Author Carl Frankel is the North American editor for Tomorrow magazine, a slick glossy publication from Sweden that is one of the better periodicals covering developments in business and the environment. Frankel makes good use of his broad knowledge of current events in environmental management and his book is full of stories and examples that go beyond the usual extremes of either finger pointing or hero worship.
Frankel does not attempt to demonstrate the overwhelming decline in global life support systems. He accepts that this has been well documented in many other places and focuses on how businesses have reacted to this overwhelming driving force.
Why are major corporations now starting to consider integrating sustainability into their strategies and operations? To answer this question requires an understanding of the four eras of corporate environmentalism
The first era of corporate environmentalism was the era of barebones regulatory compliance. Simply complying with the growing array of environmental laws developed in the 1960s and 70s kept corporate environmental management fully occupied.
After environmental catastrophes such as the release of 57,000 litres of methyl isocyanate from a Union Carbide plant into the air in Bhopal, India that killed and injured thousands, companies felt extreme pressure to disclose more to their stakeholders. The second era of increased disclosure began.
Out of increased disclosure, public accountability increased and companies began to make voluntary commitments to go "beyond compliance," the defining characteristic of the current third era of corporate environmentalism.
The fourth era of corporate environmentalism is just beginning. To achieve it, bigger, more creative, higher-level thinking - systems-level thinking - is required. Businesses have generally taken a narrow view of the nature and implications of sustainable development. Frankel believes that this needs to change before corporations can develop truly effective sustainability strategies. The key challenge is educational - a matter of changing mental models.
Tracing the evolution of four eras of corporate environmentalism, Frankel concludes that the business community may be on a sustainability trajectory it isn't quite aware of. I hope he is right. According to Frankel, the transition to the fourth era of corporate environmentalism is linked to the death of modernism and the transition to a post-modern, post-industrial culture. Drawing parallels to the dawn of the industrial age, we know something large and significant is happening, we're just not sure what the outcome will be.
Frankel calls for a new humanism - a new appreciation of the qualitative "depth dimension" of experience. The business axiom of "what gets measured gets managed" ignores the converse that what isn't measured (e.g. soulfulness, connectedness, meaning, artistry, etc.) gets discounted and ignored.

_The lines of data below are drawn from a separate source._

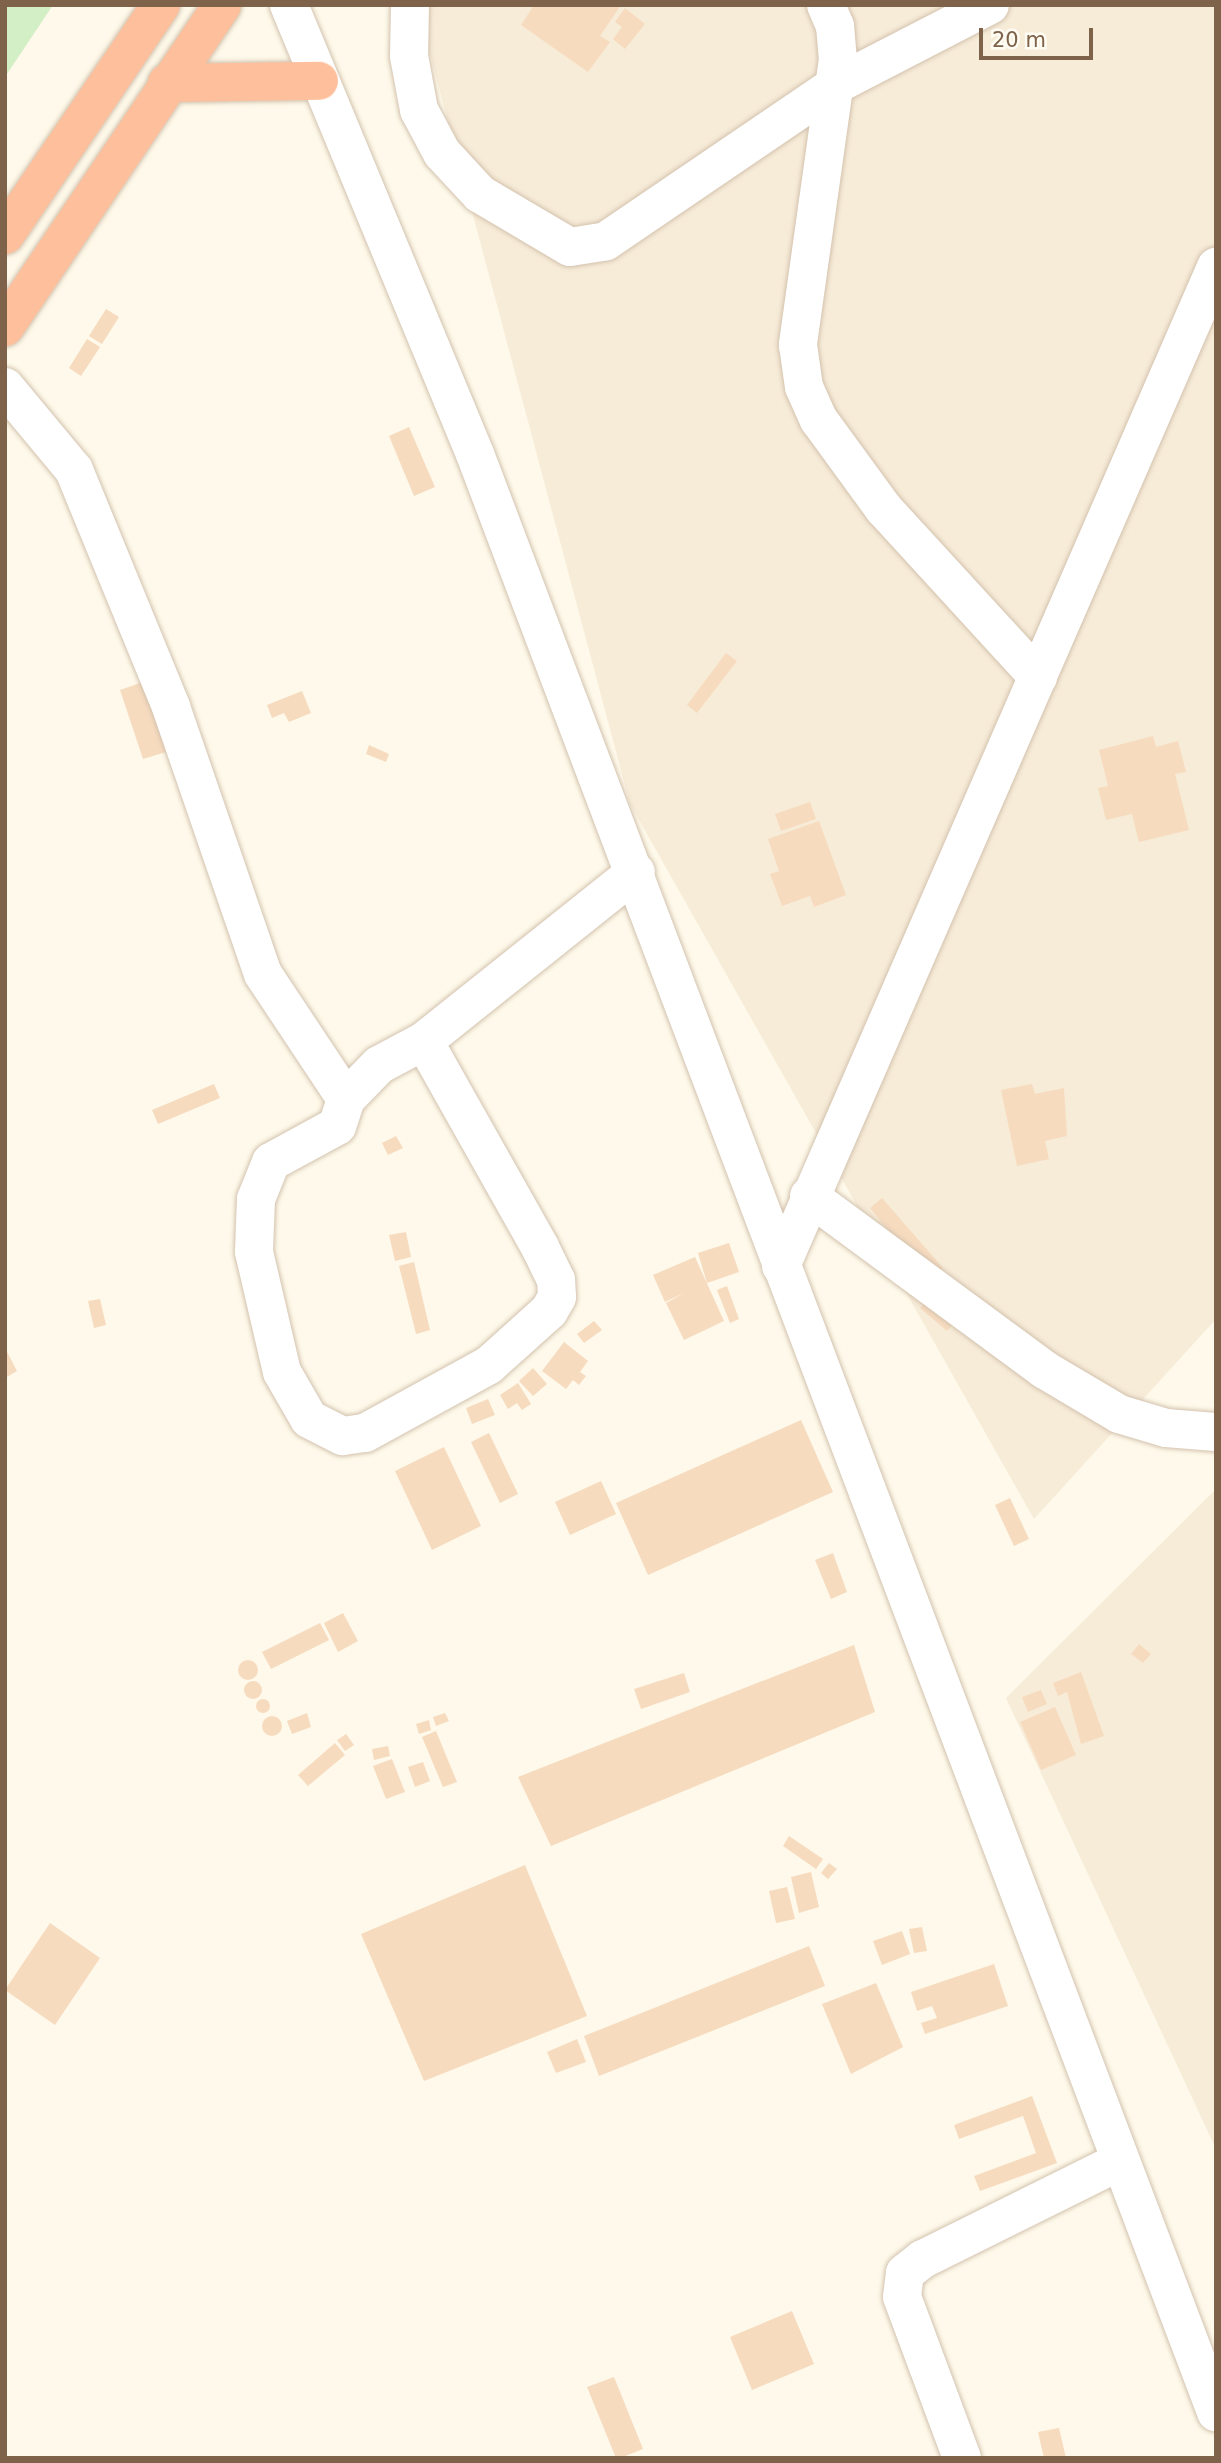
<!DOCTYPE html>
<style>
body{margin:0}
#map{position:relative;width:1221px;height:2463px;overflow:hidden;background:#fef9ea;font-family:"DejaVu Sans",sans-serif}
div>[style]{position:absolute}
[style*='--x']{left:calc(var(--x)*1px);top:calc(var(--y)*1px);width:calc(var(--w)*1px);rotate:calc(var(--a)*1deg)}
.residential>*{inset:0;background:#f7ecd8}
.green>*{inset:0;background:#d2efc6}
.building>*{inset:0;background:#f7dbbf}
.round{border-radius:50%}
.roads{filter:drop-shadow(0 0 2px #d3c2ae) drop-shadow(0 0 2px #d3c2ae)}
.minor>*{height:38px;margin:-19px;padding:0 19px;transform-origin:19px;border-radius:19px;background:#fff}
.highway>*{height:38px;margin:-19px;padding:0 19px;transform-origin:19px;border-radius:19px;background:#fec09c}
span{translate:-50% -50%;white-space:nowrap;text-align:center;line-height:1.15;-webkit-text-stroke:5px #fffcf3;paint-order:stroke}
.frame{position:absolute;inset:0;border:7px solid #7e6249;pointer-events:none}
.scale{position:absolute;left:979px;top:28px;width:114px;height:32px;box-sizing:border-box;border:4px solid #7e6249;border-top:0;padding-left:9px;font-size:21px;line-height:24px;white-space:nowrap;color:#7e6249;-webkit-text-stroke:5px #fffcf3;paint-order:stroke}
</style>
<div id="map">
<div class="residential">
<div style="clip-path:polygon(417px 5px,1216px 5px,1216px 1319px,1034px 1519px,630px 804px)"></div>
<div style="clip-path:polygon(1216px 1489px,1216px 2149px,1006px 1698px)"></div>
</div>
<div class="green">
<div style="clip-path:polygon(5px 5px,53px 5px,5px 77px)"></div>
</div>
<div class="building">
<div style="clip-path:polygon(534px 5px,621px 5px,600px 36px,610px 42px,588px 72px,521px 25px)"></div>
<div style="clip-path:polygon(625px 8px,645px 24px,625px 49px,613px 39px,622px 27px,615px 22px)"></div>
<div style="clip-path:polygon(106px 309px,119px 317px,102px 344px,89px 336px)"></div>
<div style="clip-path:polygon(87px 339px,100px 347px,81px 376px,69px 368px)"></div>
<div style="clip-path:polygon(409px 427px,435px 487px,414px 496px,389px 436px)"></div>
<div style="clip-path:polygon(726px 653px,737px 661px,697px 713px,687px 705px)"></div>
<div style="clip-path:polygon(143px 682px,166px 752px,143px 759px,120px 690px)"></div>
<div style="clip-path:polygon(302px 691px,311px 713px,289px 722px,284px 713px,272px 718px,267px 705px)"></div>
<div style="clip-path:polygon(1153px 736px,1156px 747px,1178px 741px,1186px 772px,1175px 774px,1189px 830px,1139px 842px,1132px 814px,1106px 820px,1098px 788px,1108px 786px,1099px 750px)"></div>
<div style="clip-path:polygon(369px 745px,389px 754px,386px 762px,366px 754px)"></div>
<div style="clip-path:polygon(810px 802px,816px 819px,781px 831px,775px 814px)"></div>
<div style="clip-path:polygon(819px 821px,846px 895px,814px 907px,810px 896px,782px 906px,770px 874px,779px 871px,768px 839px)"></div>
<div style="clip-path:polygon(214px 1084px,220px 1098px,158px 1124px,152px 1110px)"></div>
<div style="clip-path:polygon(1032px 1084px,1035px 1094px,1064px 1088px,1067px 1136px,1045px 1141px,1049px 1159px,1017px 1166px,1001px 1090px)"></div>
<div style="clip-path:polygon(396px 1136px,403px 1148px,388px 1155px,382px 1143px)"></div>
<div style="clip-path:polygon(882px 1198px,943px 1268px,929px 1280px,870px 1208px)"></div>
<div style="clip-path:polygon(406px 1232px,411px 1257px,395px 1261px,389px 1235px)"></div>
<div style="clip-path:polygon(729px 1243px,739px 1272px,707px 1283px,698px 1253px)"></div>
<div style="clip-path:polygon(695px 1257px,724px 1321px,684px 1340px,666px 1303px,684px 1293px,665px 1302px,653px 1275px)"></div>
<div style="clip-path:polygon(414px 1262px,430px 1330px,416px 1334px,399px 1266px)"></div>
<div style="clip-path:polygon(727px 1286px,739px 1319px,730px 1323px,717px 1290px)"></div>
<div style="clip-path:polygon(930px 1296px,957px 1319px,947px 1331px,920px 1308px)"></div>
<div style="clip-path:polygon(100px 1299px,106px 1325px,94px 1328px,88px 1301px)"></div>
<div style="clip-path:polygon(594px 1321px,602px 1330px,584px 1343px,577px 1334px)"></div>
<div style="clip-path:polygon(564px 1342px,588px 1361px,580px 1372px,586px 1376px,579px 1385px,573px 1380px,566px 1389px,542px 1371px)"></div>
<div style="clip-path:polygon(5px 1348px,17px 1371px,5px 1378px)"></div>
<div style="clip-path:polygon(533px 1368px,547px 1384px,533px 1396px,519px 1381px)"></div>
<div style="clip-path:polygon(518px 1383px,531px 1404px,522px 1410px,517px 1403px,508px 1409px,500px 1395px)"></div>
<div style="clip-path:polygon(488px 1399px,495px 1415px,472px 1424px,466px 1408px)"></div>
<div style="clip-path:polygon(801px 1420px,833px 1492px,648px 1575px,616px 1503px)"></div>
<div style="clip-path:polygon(489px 1433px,518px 1494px,500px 1503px,471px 1442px)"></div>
<div style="clip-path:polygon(444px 1447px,481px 1526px,432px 1550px,395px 1471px)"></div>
<div style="clip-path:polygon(601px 1481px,616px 1514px,570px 1535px,555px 1502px)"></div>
<div style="clip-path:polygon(1010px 1498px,1029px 1539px,1014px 1546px,995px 1505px)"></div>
<div style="clip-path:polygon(833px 1553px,847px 1592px,831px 1599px,815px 1560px)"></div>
<div style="clip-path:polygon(343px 1613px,358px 1641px,338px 1652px,324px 1623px)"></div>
<div style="clip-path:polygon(320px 1623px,329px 1640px,271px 1669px,262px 1652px)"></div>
<div style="clip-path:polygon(1139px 1644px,1151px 1654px,1143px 1663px,1131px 1654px)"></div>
<div style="clip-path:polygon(854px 1645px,875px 1712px,551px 1846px,518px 1777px)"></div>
<div class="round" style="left:238px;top:1660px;width:20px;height:20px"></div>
<div style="clip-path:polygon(1081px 1672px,1104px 1736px,1081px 1744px,1067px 1692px,1058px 1696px,1053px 1683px)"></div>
<div style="clip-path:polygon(684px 1673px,690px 1692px,641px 1709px,634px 1689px)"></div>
<div class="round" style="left:244px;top:1681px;width:18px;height:18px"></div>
<div style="clip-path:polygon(1041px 1690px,1047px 1704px,1028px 1712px,1022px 1697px)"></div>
<div class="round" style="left:256px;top:1699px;width:14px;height:14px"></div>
<div style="clip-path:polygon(1055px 1707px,1076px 1755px,1041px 1770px,1020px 1722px)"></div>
<div style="clip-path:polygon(307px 1713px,311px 1727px,292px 1734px,287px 1721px)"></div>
<div style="clip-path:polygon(445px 1713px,449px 1721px,436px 1726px,433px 1717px)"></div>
<div class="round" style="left:262px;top:1716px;width:20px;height:20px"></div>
<div style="clip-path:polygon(429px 1720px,431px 1730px,419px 1734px,416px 1724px)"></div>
<div style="clip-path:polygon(436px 1731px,457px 1782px,443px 1787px,422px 1737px)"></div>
<div style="clip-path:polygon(346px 1734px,354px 1745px,345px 1751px,337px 1740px)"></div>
<div style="clip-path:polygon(335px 1743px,345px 1755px,308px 1786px,298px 1775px)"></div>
<div style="clip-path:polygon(388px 1746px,390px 1756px,374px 1760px,372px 1749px)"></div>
<div style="clip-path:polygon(392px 1759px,405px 1792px,386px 1799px,373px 1766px)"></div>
<div style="clip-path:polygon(423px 1762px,430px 1781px,415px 1787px,408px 1767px)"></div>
<div style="clip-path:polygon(789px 1836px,823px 1859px,816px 1869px,783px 1846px)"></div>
<div style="clip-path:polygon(829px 1863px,837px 1869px,828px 1879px,821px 1873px)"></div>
<div style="clip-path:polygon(525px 1865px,587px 2016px,424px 2081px,361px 1934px)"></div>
<div style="clip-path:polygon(811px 1872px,819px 1907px,799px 1913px,791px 1877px)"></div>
<div style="clip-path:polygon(787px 1887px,795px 1919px,776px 1923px,769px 1891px)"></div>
<div style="clip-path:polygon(50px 1923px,100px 1958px,55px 2025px,5px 1990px)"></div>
<div style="clip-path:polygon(922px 1927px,927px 1951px,914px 1953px,909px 1929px)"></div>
<div style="clip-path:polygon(902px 1931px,910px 1954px,882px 1965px,873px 1941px)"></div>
<div style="clip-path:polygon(809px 1946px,825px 1986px,599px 2076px,584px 2036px)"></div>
<div style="clip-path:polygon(994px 1964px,1008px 2006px,925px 2034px,921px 2023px,937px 2018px,932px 2006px,917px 2011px,911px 1992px)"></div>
<div style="clip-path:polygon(876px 1983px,903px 2047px,851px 2074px,822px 2004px)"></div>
<div style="clip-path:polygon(577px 2039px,586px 2062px,556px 2073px,547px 2052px)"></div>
<div style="clip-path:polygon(1032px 2096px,1057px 2163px,980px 2191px,974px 2176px,1036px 2153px,1023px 2116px,959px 2139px,954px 2125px)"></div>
<div style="clip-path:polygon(792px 2311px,814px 2364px,752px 2390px,730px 2337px)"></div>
<div style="clip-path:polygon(614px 2377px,643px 2449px,620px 2458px,616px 2458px,587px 2387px)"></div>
<div style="clip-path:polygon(1059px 2428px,1066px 2458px,1044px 2458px,1038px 2432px)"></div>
</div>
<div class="roads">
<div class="minor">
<div style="--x:289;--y:5;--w:486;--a:67.5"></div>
<div style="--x:475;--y:454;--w:2094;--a:69.27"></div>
<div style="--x:410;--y:5;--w:51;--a:91.1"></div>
<div style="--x:409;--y:56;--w:55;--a:79.5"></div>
<div style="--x:419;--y:110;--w:49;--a:61.9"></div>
<div style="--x:442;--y:153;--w:56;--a:47.2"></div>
<div style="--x:480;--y:194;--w:104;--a:30.5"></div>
<div style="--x:570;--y:247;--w:36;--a:-9"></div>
<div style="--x:606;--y:241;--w:279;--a:-34.2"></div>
<div style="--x:837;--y:84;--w:172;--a:-27.3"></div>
<div style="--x:826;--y:5;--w:23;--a:67"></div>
<div style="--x:835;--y:26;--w:33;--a:85"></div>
<div style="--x:838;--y:59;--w:289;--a:98"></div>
<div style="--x:798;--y:345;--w:42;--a:81.9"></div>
<div style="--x:804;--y:387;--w:36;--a:66"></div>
<div style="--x:819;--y:420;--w:110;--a:53.9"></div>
<div style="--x:884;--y:509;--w:228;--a:47.5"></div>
<div style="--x:5;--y:387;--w:108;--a:50.3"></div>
<div style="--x:74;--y:470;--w:256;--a:67.7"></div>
<div style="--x:171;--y:707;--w:282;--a:71"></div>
<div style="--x:263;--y:974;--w:150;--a:56.4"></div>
<div style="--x:346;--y:1099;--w:47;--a:-45.9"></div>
<div style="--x:379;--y:1065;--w:51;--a:-28.1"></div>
<div style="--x:424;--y:1041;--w:271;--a:-38.6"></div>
<div style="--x:346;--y:1099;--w:28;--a:108"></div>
<div style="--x:337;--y:1126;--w:75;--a:151.4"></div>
<div style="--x:271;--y:1162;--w:40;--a:112"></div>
<div style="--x:256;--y:1199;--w:53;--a:92.2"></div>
<div style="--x:254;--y:1252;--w:123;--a:76.9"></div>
<div style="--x:282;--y:1372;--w:54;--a:60.1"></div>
<div style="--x:309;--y:1419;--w:38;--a:27"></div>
<div style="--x:343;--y:1436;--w:22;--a:-8"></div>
<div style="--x:365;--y:1433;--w:141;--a:-28.7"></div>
<div style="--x:489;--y:1365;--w:81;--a:-42"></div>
<div style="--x:549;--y:1311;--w:16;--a:-60"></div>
<div style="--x:557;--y:1297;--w:17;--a:-93"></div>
<div style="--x:556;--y:1280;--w:37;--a:-116"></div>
<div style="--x:540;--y:1247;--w:236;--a:-119.4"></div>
<div style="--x:809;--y:1196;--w:293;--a:36.4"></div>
<div style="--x:1045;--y:1370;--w:86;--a:30.7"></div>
<div style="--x:1119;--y:1414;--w:49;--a:16.6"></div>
<div style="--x:1166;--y:1428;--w:50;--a:4.6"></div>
<div style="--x:781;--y:1266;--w:1090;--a:-66.47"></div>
<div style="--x:962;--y:2458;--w:172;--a:-110.4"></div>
<div style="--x:902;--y:2297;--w:24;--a:-83"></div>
<div style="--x:905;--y:2273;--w:23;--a:-38"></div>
<div style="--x:923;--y:2259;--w:220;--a:-26.4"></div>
</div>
<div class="highway">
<div style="--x:167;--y:83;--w:152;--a:-0.8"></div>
<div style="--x:5;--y:235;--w:278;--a:-55.9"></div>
<div style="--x:5;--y:327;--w:388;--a:-56"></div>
</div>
</div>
<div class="frame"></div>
<div class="scale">20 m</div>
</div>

Frankel acknowledges the need for radical change. He traces the rise of green consumerism and the challenge of creating a consumer movement that puts sustained pressure on the corporate community to create meaningful change. At the same time, he is disturbed that what were once called "members of the public" or, better yet, "citizens," are now referred to as consumers. This is a symptom of a society whose underlying theme is "I buy, therefore I am." We need to become green citizens, not green consumers. The difference is one of underlying ideology versus passing issue.
Finally, Frankel argues that many of the concepts and technologies for creating a sustainable future have already been developed and are in place. He points to examples like zero waste design concepts that have produced fabric-dyeing factories where the water effluent is cleaner than the water brought in. Some innovative companies are leasing their products so that they sell a service (e.g. "cold beer") rather than a product (the refrigerator). This changes the cost of ownership drastically and more durable products and many other environmental innovations become economic. Micro-credit can help address some of the social justice and equity issues of sustainability. Other useful concepts include The Natural Step, and "Factor Four" that envisions a four-fold increase in material and energy efficiency.
According to Frankel, it is not a question of if we will make the transition to a sustainable society but when? "Will we continue to limp and stagger toward sustainability, with the cultural and political mainstream largely oblivious to the urgency of the challenge? Or will we at some point, ... display the collective wit and will to commit massive resources to accelerating the transition into a more sustainable industrial culture?"
In Earth's Company is a thoughtful and informative piece about the history and current status of environment and sustainability within the business world. It covers a lot of ground and provides an accurate view of some of the key challenges facing those who see a role and opportunity for businesses in creating a more sustainable world.
With a foreword by leading author and environmentalist Paul Hawken as well as endorsements from a broad range of greeneratti including Hazel Henderson, David Korten and architect Bill McDonough, In Earth's Company is sure to win "must read" status within the corporate sustainability niche. It deserves to be read by a much broader audience and could make a solid contribution to a richer and better informed dialogue involving business, governments and citizens.